▶ _DATA FOR THE TASK_:
● ● ● ● ●
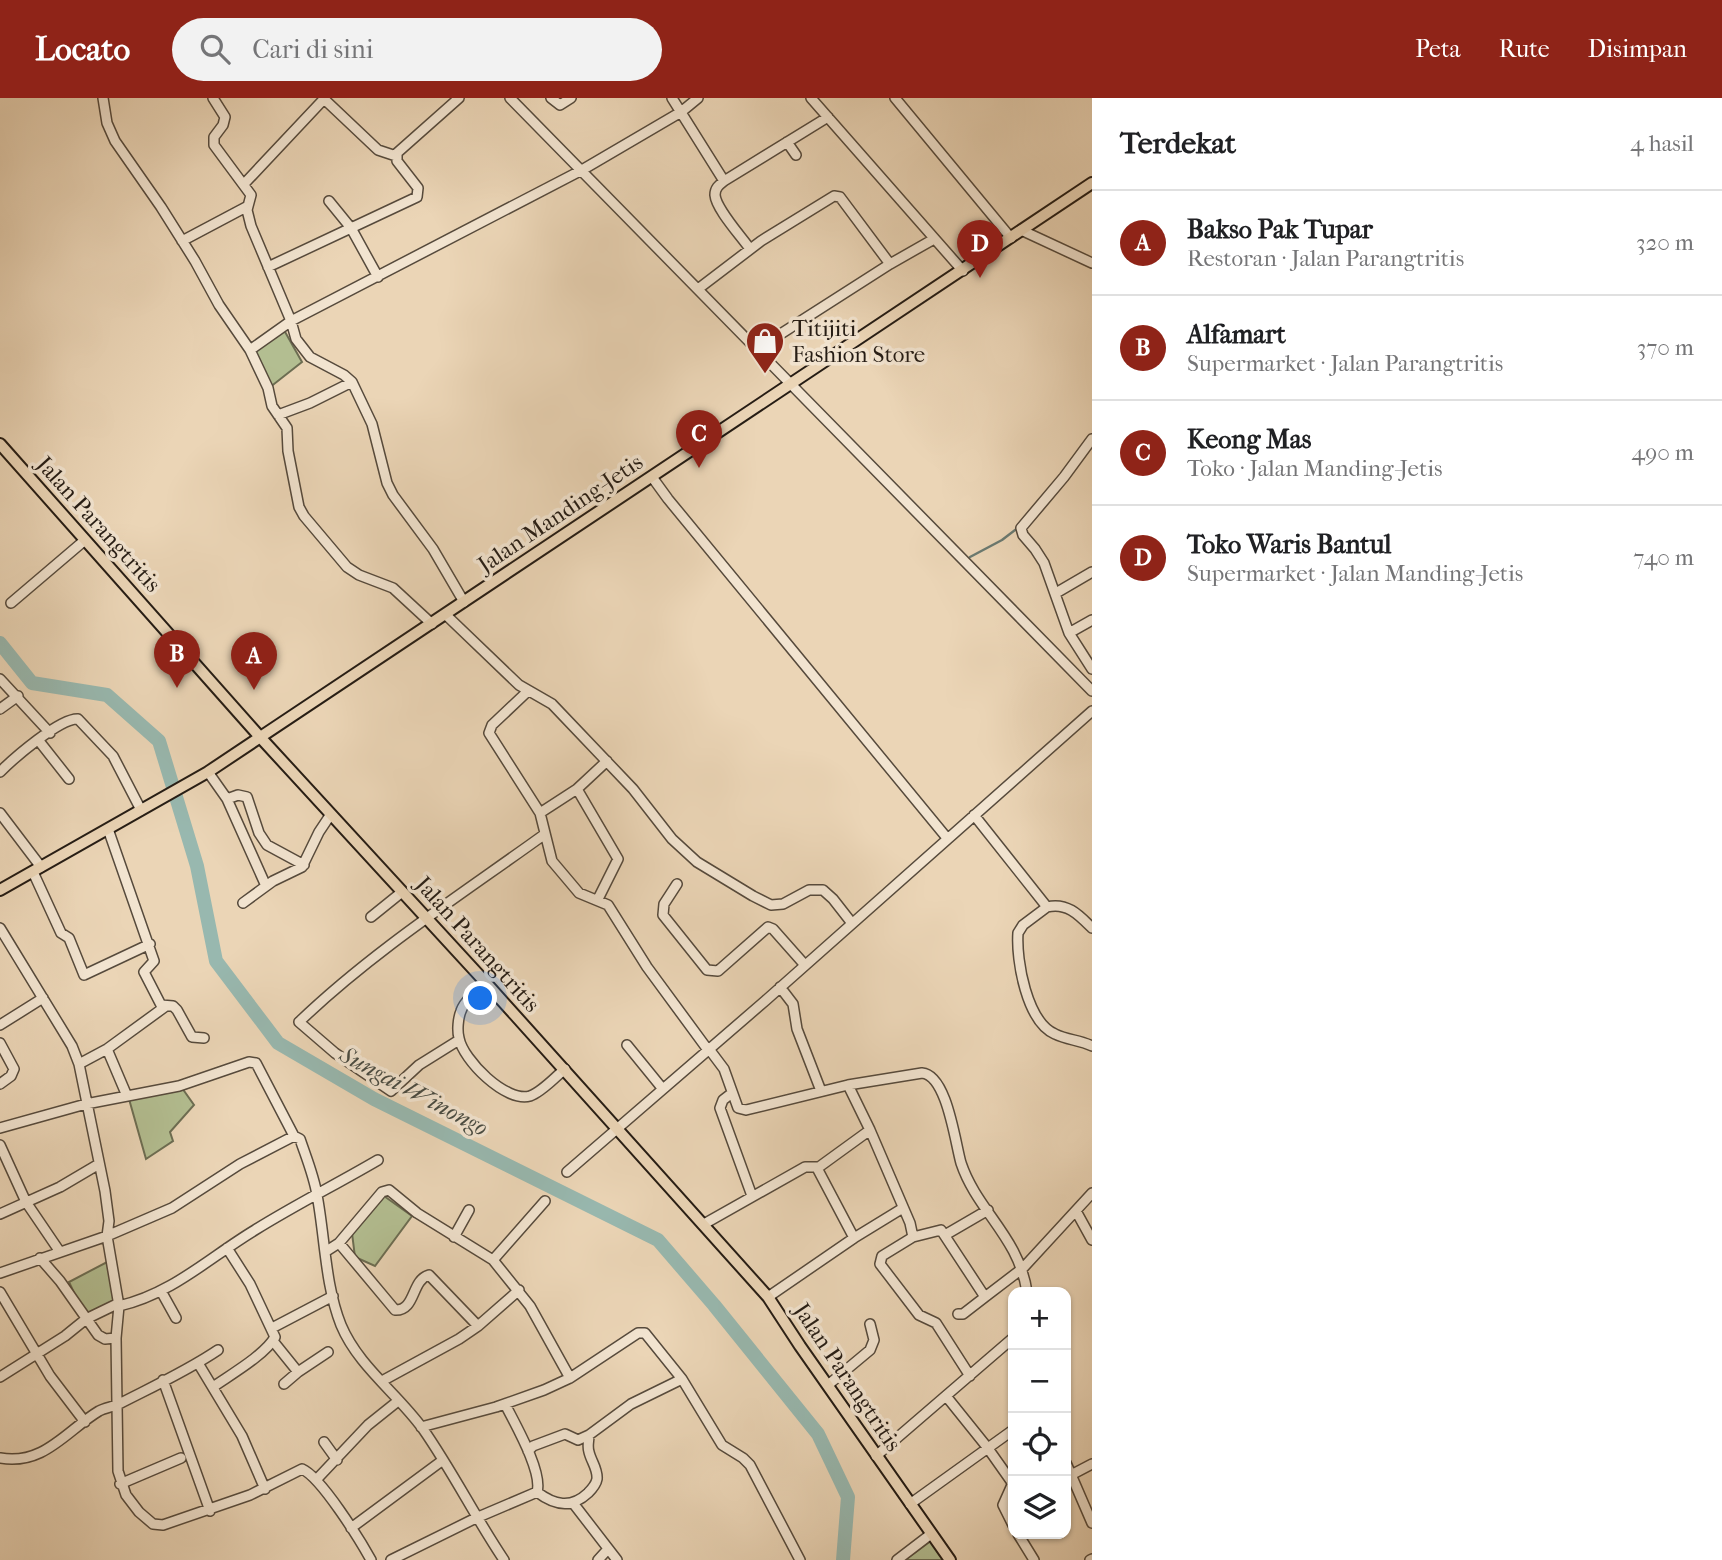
<!DOCTYPE html>
<html lang="id">
<head>
<meta charset="utf-8">
<style>
	:root { --surface:#fff; --page:#f2f2f2; --text:#202124; --muted:#757577; --line:#e0e0e0; --accent:#8f2418 }
	body { margin:0; font-family:"IM FELL French Canon",serif; background:var(--page); color:var(--text) }
	.controls { position:absolute; right:21px; bottom:21px; display:grid; overflow:hidden; border-radius:14px; box-shadow:0 2px 5px #0004 }
	.controls button { width:63px; height:63px; display:grid; place-items:center; padding:0; border:0; border-bottom:2px solid var(--line); background:var(--surface); color:var(--text); font:35px sans-serif }
	.you { position:absolute; left:481px; top:901px; width:24px; height:24px; margin:-18px; border:5px solid #fff; border-radius:50%; background:#1a73e8; box-shadow:0 0 0 10px #1a73e833 }
	.badge { display:grid; place-items:center; width:46px; height:46px; border-radius:50%; background:var(--accent); color:#fff; font-size:23px; font-weight:700 }
	.pin { position:absolute; translate:-50% -58px; filter:drop-shadow(0 2px 4px #0008) }
	.pin::after { content:''; position:absolute; top:37px; width:24px; height:21px; background:inherit; clip-path:polygon(0 0,100% 0,50% 100%) }
	.list { margin:0; padding:0; list-style:none }
	h2 { display:flex; justify-content:space-between; align-items:center; height:91px; margin:0; padding:0 28px; font-size:30px }
	h2 small { font-size:23px; font-weight:400; color:var(--muted) }
	.list li { display:grid; grid-template-columns:46px 1fr auto; gap:21px; align-items:center; box-sizing:border-box; height:105px; padding:0 28px; border-top:2px solid var(--line) }
	.list b { display:block; font-size:26px; white-space:nowrap }
	.list p { margin:0; font-size:23px; white-space:nowrap; color:var(--muted) }
	.list em { font-size:23px; font-style:normal; color:var(--muted) }
	.icon { flex:none; width:38px; height:38px; fill:none; stroke:currentColor; stroke-width:2; stroke-linecap:round; stroke-linejoin:round }
	.map { position:relative; flex:none; width:1092px; height:1462px; overflow:hidden }
	header { display:flex; align-items:center; gap:42px; box-sizing:border-box; height:98px; padding:0 35px; background:var(--accent); color:#fff }
	header strong { font-size:33px }
	nav { display:flex; gap:38px; margin-inline-start:auto; font-size:24px }
	.search { width:490px; height:63px; background:var(--page); display:flex; align-items:center; gap:18px; box-sizing:border-box; padding:0 24px; border-radius:38px; color:var(--muted); font-size:26px }
	main { display:flex }
	aside { flex:1; background:var(--surface) }
	.map>svg:first-child { display:block }
	.green { fill:#b3be91; stroke:#6c6d52; stroke-width:2 }
	.lines { fill:none; stroke-linecap:round; stroke-linejoin:round }
	.stream { stroke:#6a7a71; stroke-width:2.5 }
	.river { stroke:#98b8af; stroke-width:14 }
	.minor-casing { stroke:#564a3c; stroke-width:12 }
	.major-casing { stroke:#251c14; stroke-width:14 }
	.minor { stroke:#f2e4d0; stroke-width:9 }
	.major { stroke:#ebd5b6; stroke-width:10 }
	.labels { text-anchor:middle; stroke-width:7; stroke-linejoin:round; paint-order:stroke }
	.poi-label { font-size:23px; fill:#251c14; stroke:#f2e4d0; text-anchor:start }
	.street-label { font-size:23px; fill:#251c14; stroke:#f2e4d0 }
	.water-label { font-size:24px; font-style:italic; fill:#484b42; stroke:#f2e4d0 }
</style>
</head>
<body>
<header>
<strong>Locato</strong>
<div class="search"><svg class="icon" aria-label="search" viewBox="0 0 24 24"><circle cx="10" cy="10" r="6"/><path d="M15 15l6 6"/></svg>Cari di sini</div>
<nav><a>Peta</a><a>Rute</a><a>Disimpan</a></nav>
</header>
<main>
<div class="map">
<svg width="1092" height="1462" viewBox="0 0 1092 1462">
	<rect width="100%" height="100%" fill="#ebd5b6"/>
	<filter id="stains"><feTurbulence type="fractalNoise" baseFrequency=".00286" numOctaves="4"/><feColorMatrix values="0 0 0 0 .2 0 0 0 0 .09 0 0 0 0 .02 0 0 0 .5 -.17"/></filter>
	<radialGradient id="worn" r=".72"><stop offset=".6" stop-color="#630" stop-opacity="0"/><stop offset="1" stop-color="#630" stop-opacity=".3"/></radialGradient>
	<path class="green" d="M284 232 302 264 269 290 253 253Z
		M182 990 194 1007 170 1034 173 1043 146 1061 129 1001Z
		M384 1098 412 1118 375 1168 355 1159 352 1135Z
		M109 1163 118 1203 85 1218 69 1184Z
		M932 1442 946 1462H905Z"/>
	<g class="lines">
		<path class="stream" d="M970 459 1002 442 1019 429"/>
		<path class="river" d="M0 545 32 585 107 597 159 643 197 768 216 863 278 945 374 1001 658 1142 714 1207 818 1336 848 1399 843 1462"/>
		<defs>
			<path id="minor" d="M103 0 107 25 115 43 161 109 195 163 219 207 250 252 268 290 272 308 287 330 288 353 299 409 304 418 347 469 359 477 393 490 432 526
				M213 0 225 19 223 27 214 39V47L251 97 247 112 251 128 291 223 296 241 310 259 344 277 352 284 372 326 387 385 393 397 433 451 464 504
				M323 0 378 52 396 58
				M510 0 1092 593
				M551 0 560 7 571 0
				M672 0 724 83
				M811 0 963 173
				M895 0 1011 140
				M787 44 796 57
				M244 86 324 1
				M1021 132 1092 165
				M182 143 248 108
				M750 151C741 138 716 111 715 97 715 90 719 87 724 83L828 19
				M268 169 351 130 329 103
				M378 179 351 130 417 99 418 90 397 63V55L459 0
				M698 191 761 143 834 98 840 99 890 166
				M757 251 890 166 934 141
				M250 252 291 223 582 72 681 14 698 0
				M278 317 310 305 352 284
				M1092 341 1064 379 1021 430 1023 437 1035 451 1044 465 1069 535 1092 571
				M652 379 668 401 947 740
				M1056 495 1092 474
				M11 505 85 442
				M446 517 519 587 552 606 633 691 672 741 697 764 753 798 771 807 783 806 809 792H823L833 801 851 824
				M1069 535 1092 522
				M0 581 50 635
				M528 593 492 627 489 635 540 715 552 763 579 795 608 807 647 869 708 952
				M0 611 18 598
				M39 643 69 681
				M0 674C14 660 60 620 78 621L113 658 141 712
				M208 674 227 701 238 697 247 699 259 735 267 747 304 767
				M577 691 618 761 598 801
				M227 701 266 788
				M0 715 41 769
				M540 715 577 691 607 663
				M974 717 1047 809C1067 804 1079 817 1092 830
				M108 731 154 863 144 874 161 907 173 908 177 912 192 939 204 940
				M33 774 61 835 69 840 84 877 150 846
				M677 786 664 806 663 817 707 872 718 873 768 829 773 831 804 866
				M243 805 273 783 302 769 319 734 331 716
				M1047 809 1023 827 1018 835C1016 863 1027 924 1055 936 1067 942 1080 942 1092 948
				M371 819 402 794
				M0 830 72 948 79 966 105 1093 109 1123 107 1138 119 1208 116 1240 118 1373 126 1397 139 1414 153 1426 163 1427 250 1397 302 1371C321 1379 360 1442 371 1462
				M487 886C478 893 465 901 461 913 458 920 457 933 459 940 463 962 506 1005 530 998 542 994 555 979 565 971
				M780 889 793 906 797 931 821 993
				M0 927 43 900
				M459 942 419 967 391 993 335 955 299 924C373 853 462 796 545 736
				M0 945 14 971 11 978 0 986
				M627 947 662 990
				M107 951 127 998
				M709 951 724 971 738 1010 746 1012 848 987 922 975C947 977 955 1044 961 1065 977 1113 1019 1139 1027 1194
				M79 966 107 951 166 908
				M848 987 870 1032 910 1125 913 1139 882 1158 880 1166 919 1217 936 1225 970 1278
				M732 995 723 1002 720 1010 752 1098
				M0 1030 86 1006 179 988 249 964 256 965 294 1038 300 1041C306 1059 314 1078 317 1097 325 1139 325 1187 341 1227 358 1268 398 1296 423 1331 453 1374 475 1419 504 1462
				M0 1047 26 1104 60 1154
				M567 1074 765 903 1092 613
				M1076 1113 1092 1142
				M0 1116 60 1089 99 1066
				M704 1126 805 1069H819L870 1032
				M945 1137 988 1112
				M454 1139 469 1112
				M913 1139 941 1132 985 1199 1023 1170 1092 1095
				M854 1140 903 1110
				M339 1145 395 1212C416 1213 411 1182 429 1177L478 1228
				M325 1154 339 1145 382 1094 389 1092 417 1115 493 1162 530 1208 570 1280
				M40 1160 60 1183 98 1237 105 1241 116 1240
				M493 1162 545 1103
				M0 1175 107 1138 172 1110 240 1066 294 1038
				M161 1193 176 1220
				M0 1194 50 1278 85 1324
				M768 1199 854 1140 817 1070
				M119 1208C172 1196 210 1159 255 1132 295 1107 337 1086 378 1062
				M958 1216H963L985 1199
				M272 1230 333 1198
				M273 1243 298 1274 328 1254
				M198 1265 242 1338 265 1391
				M0 1279 65 1238 86 1221 119 1205
				M163 1282 210 1413
				M382 1283 459 1241 478 1228 519 1192
				M284 1286 298 1274
				M828 1287 870 1252 874 1242 870 1226
				M213 1289C230 1277 265 1257 275 1239L250 1186 227 1150
				M946 1298 987 1349 1011 1383 1012 1387 1003 1407 1013 1427
				M421 1329 496 1309 544 1292 570 1280 638 1235H645L682 1281 722 1347 743 1360 750 1367 800 1462
				M324 1344 337 1362
				M528 1353 533 1348 565 1336 578 1342 589 1337 631 1306 682 1281
				M876 1358 1013 1240
				M0 1360C44 1368 67 1332 99 1313 105 1310 112 1309 119 1306 152 1289 187 1273 218 1252
				M1066 1365 1092 1425
				M1071 1377 1092 1366
				M316 1382 368 1327 398 1303
				M120 1386 181 1360
				M537 1394C554 1407 571 1411 588 1395 592 1391 596 1387 597 1381 598 1371 591 1363 589 1354 587 1348 589 1343 589 1337
				M573 1405 617 1462
				M910 1406 1013 1332
				M351 1430 443 1362
				M1018 1436 1034 1462
				M391 1462 476 1420 537 1394C543 1374 515 1326 505 1306
				M598 1462 608 1451
				M897 1462 931 1436
				M1090 1462 1092 1461"/>
			<path id="major" d="M0 346 260 639 487 886 768 1199 800 1248 950 1462
				M0 792 208 674 1092 85"/>
		</defs>
		<use href="#minor" class="minor-casing"/>
		<use href="#major" class="major-casing"/>
		<use href="#minor" class="minor"/>
		<use href="#major" class="major"/>
	</g>
	<defs>
		<symbol id="shop-pin" viewBox="-11 -11 22 30"><path d="M0 17L-7.5 6A9.5 9.5 0 1 1 7.5 6Z" fill="#8f2418" stroke="#f2e4d0"/><path d="M-5-2.5h2.3a2.7 3.5 0 0 1 5.4 0H5L5.5 6h-11ZM-1.5-2.5h3a1.5 2.3 0 0 0-3 0Z" fill="#fff"/></symbol>
	</defs>
	<g fill-rule="evenodd">
		<use href="#shop-pin" x="743" y="221" width="44" height="60"/>
	</g>
	<g class="labels">
		<g class="poi-label">
			<text x="792" y="238">Titijiti<tspan x="792" dy="26">Fashion Store</tspan></text>
		</g>
		<g class="street-label">
			<text transform="translate(560 415) rotate(-34)" y="8">Jalan Manding-Jetis</text>
			<text transform="translate(99 426) rotate(48)" y="8">Jalan Parangtritis</text>
			<text transform="translate(478 846) rotate(48)" y="8">Jalan Parangtritis</text>
			<text transform="translate(848 1279) rotate(56)" y="8">Jalan Parangtritis</text>
		</g>
		<g class="water-label">
			<text transform="translate(414 993) rotate(28)" y="8">Sungai Winongo</text>
		</g>
	</g>
	<rect width="100%" height="100%" filter="url(#stains)"/>
	<rect width="100%" height="100%" fill="url(#worn)"/>
</svg>
<div class="controls">
<button>+</button>
<button>−</button>
<button><svg class="icon" aria-label="locate" viewBox="0 0 24 24"><circle cx="12" cy="12" r="6"/><path d="M12 2v4M12 18v4M2 12h4M18 12h4"/></svg></button>
<button><svg class="icon" aria-label="layers" viewBox="0 0 24 24"><path d="M12 4l9 5-9 5-9-5zM3 14l9 5 9-5"/></svg></button>
</div>
<div class="you"></div>
<div class="pin badge" style="left:254px;top:592px">A</div>
<div class="pin badge" style="left:177px;top:590px">B</div>
<div class="pin badge" style="left:699px;top:370px">C</div>
<div class="pin badge" style="left:980px;top:180px">D</div>
</div>
<aside>
<h2>Terdekat<small>4 hasil</small></h2>
<ul class="list">
<li><span class="badge">A</span><div><b>Bakso Pak Tupar</b><p>Restoran · Jalan Parangtritis</p></div><em>320 m</em></li>
<li><span class="badge">B</span><div><b>Alfamart</b><p>Supermarket · Jalan Parangtritis</p></div><em>370 m</em></li>
<li><span class="badge">C</span><div><b>Keong Mas</b><p>Toko · Jalan Manding-Jetis</p></div><em>490 m</em></li>
<li><span class="badge">D</span><div><b>Toko Waris Bantul</b><p>Supermarket · Jalan Manding-Jetis</p></div><em>740 m</em></li>
</ul>
</aside>
</main>
</body>
</html>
● ● ● ● ●
▶ _WHAT IS NEEDED_: A single number is the whole answer: how many lines in the entries hold the word "surface".

▶ _ANSWER BELOW_: 3